[Rd] Possible bug in "unsplit" (PR#14084)
ivar.herfindal at bio.ntnu.no
ivar.herfindal at bio.ntnu.no
Wed Nov 25 15:30:12 CET 2009
Dear R-bug-people
I have encountered a problem with "unsplit", which I believe may be
caused by a bug in the function. However, unexpericend with bug-reports
I apologise if this is barely a user problem rather than a problem
within R.
The problem occurs if an object is split by several grouping factors
with levels not occuring in the data, and using drop = TRUE. This may
appear as a special and hardly relevant case, but I had to split a data
frame on several factors, do some analyses on each of the subsets in the
splitted object, and then unsplit it. I had to use drop = TRUE,
otherwise my analyses would not run. Nevertheless, I found a fix to the
unsplit, which I suggest is due to that the drop-argument not is
maintained in the call to unsplit within unsplit. Description and
example below.
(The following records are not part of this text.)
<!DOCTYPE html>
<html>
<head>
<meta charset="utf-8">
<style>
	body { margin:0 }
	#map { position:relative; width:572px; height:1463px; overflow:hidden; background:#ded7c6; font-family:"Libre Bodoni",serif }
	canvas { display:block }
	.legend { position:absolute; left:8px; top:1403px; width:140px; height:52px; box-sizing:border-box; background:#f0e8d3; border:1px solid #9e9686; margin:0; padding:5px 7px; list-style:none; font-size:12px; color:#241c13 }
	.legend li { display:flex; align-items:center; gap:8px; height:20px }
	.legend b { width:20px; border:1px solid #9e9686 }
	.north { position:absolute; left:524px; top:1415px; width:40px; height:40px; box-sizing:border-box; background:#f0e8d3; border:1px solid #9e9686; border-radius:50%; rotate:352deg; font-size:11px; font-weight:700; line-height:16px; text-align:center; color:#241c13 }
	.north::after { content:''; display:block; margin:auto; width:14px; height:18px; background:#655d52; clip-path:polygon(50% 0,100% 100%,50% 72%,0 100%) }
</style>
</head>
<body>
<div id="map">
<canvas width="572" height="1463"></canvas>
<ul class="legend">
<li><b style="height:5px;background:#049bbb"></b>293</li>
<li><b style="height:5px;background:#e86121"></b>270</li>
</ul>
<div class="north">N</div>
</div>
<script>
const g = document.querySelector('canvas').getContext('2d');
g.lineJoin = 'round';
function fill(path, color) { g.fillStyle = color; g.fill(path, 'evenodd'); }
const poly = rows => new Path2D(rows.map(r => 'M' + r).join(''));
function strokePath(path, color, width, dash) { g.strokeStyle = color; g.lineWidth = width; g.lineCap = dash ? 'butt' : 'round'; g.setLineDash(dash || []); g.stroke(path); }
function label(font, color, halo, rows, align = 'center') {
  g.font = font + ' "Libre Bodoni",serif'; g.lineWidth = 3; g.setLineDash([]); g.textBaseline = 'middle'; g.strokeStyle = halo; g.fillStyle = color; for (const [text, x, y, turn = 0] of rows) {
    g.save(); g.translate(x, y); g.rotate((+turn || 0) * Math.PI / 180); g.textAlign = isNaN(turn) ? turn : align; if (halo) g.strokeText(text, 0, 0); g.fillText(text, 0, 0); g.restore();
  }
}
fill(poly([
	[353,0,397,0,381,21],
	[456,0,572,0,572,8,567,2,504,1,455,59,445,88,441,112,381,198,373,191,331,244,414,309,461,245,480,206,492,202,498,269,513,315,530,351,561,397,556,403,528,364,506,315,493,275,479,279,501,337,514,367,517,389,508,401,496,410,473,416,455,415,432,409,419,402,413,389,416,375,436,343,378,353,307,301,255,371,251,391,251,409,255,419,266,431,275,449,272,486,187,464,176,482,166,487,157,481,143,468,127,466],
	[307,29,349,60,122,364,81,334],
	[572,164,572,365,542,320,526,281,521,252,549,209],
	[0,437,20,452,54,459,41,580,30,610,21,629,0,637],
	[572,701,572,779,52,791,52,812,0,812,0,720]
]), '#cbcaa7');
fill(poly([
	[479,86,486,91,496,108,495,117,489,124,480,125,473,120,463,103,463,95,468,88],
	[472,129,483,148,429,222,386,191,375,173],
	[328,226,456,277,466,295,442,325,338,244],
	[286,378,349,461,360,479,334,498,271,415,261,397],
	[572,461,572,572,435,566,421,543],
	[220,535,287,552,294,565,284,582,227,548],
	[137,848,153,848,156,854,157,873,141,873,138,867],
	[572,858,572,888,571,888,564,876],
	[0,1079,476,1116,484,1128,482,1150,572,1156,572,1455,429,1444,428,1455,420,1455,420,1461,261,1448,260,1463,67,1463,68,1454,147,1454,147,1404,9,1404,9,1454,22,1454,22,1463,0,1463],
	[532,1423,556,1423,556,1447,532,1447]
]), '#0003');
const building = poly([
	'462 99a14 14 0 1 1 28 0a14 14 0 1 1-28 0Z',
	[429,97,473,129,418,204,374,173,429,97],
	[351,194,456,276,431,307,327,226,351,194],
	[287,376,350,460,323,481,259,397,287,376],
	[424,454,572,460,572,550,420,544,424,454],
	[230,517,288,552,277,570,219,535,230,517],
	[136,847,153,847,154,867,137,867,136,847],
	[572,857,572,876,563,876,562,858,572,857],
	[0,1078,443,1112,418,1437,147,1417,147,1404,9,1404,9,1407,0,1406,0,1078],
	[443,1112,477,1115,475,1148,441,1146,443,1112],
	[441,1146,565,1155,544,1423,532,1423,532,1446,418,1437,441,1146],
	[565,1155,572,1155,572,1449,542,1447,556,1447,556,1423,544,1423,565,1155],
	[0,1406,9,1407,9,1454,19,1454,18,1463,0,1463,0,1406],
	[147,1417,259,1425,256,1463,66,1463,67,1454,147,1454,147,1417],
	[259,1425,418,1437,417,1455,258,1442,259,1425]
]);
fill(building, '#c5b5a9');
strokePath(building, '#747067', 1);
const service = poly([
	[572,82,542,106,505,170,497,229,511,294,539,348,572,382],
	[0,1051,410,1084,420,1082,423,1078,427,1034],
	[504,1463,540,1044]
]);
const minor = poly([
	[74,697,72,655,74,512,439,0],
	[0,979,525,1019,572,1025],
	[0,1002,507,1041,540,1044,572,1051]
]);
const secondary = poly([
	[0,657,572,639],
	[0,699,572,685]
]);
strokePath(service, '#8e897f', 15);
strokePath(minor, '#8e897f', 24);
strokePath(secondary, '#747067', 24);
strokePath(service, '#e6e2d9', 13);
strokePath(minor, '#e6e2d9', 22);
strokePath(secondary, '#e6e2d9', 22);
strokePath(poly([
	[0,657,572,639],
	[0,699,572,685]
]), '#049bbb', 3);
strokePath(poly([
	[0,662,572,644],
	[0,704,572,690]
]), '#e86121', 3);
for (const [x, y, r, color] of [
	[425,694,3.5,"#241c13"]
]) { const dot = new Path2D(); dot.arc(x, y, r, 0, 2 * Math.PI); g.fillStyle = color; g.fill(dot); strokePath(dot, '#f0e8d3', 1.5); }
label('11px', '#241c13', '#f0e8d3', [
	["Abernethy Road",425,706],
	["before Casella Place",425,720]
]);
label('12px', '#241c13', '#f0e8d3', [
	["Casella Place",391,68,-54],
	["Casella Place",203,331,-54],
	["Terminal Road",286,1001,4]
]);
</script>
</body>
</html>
The problem was found on R version 2.9.0 and 2.10.0 on
windows XP.
> sessionInfo()
R version 2.10.0 (2009-10-26)
i386-pc-mingw32
locale:
[1] LC_COLLATE=Norwegian (Bokmål)_Norway.1252 LC_CTYPE=Norwegian
(Bokmål)_Norway.1252
[3] LC_MONETARY=Norwegian (Bokmål)_Norway.1252 LC_NUMERIC=C
[5] LC_TIME=Norwegian (Bokmål)_Norway.1252
attached base packages:
[1] stats graphics grDevices utils datasets methods base
loaded via a namespace (and not attached):
[1] tools_2.10.0
>
## a reproducable example:
dff <- data.frame(gr1=factor(c(1,1,1,1,1,2,2,2,2,2,2),
levels=c(1,2,3,4)), gr2=factor(c(1,2,1,2,1,2,1,2,1,2,3),
levels=c(1,2,3,4)), yy=rnorm(11))
# note that the two groups "gr1" and "gr2" have defined levels which not
occur in the data.
dff2 <- split(dff, list(dff$gr1, dff$gr2), drop=TRUE)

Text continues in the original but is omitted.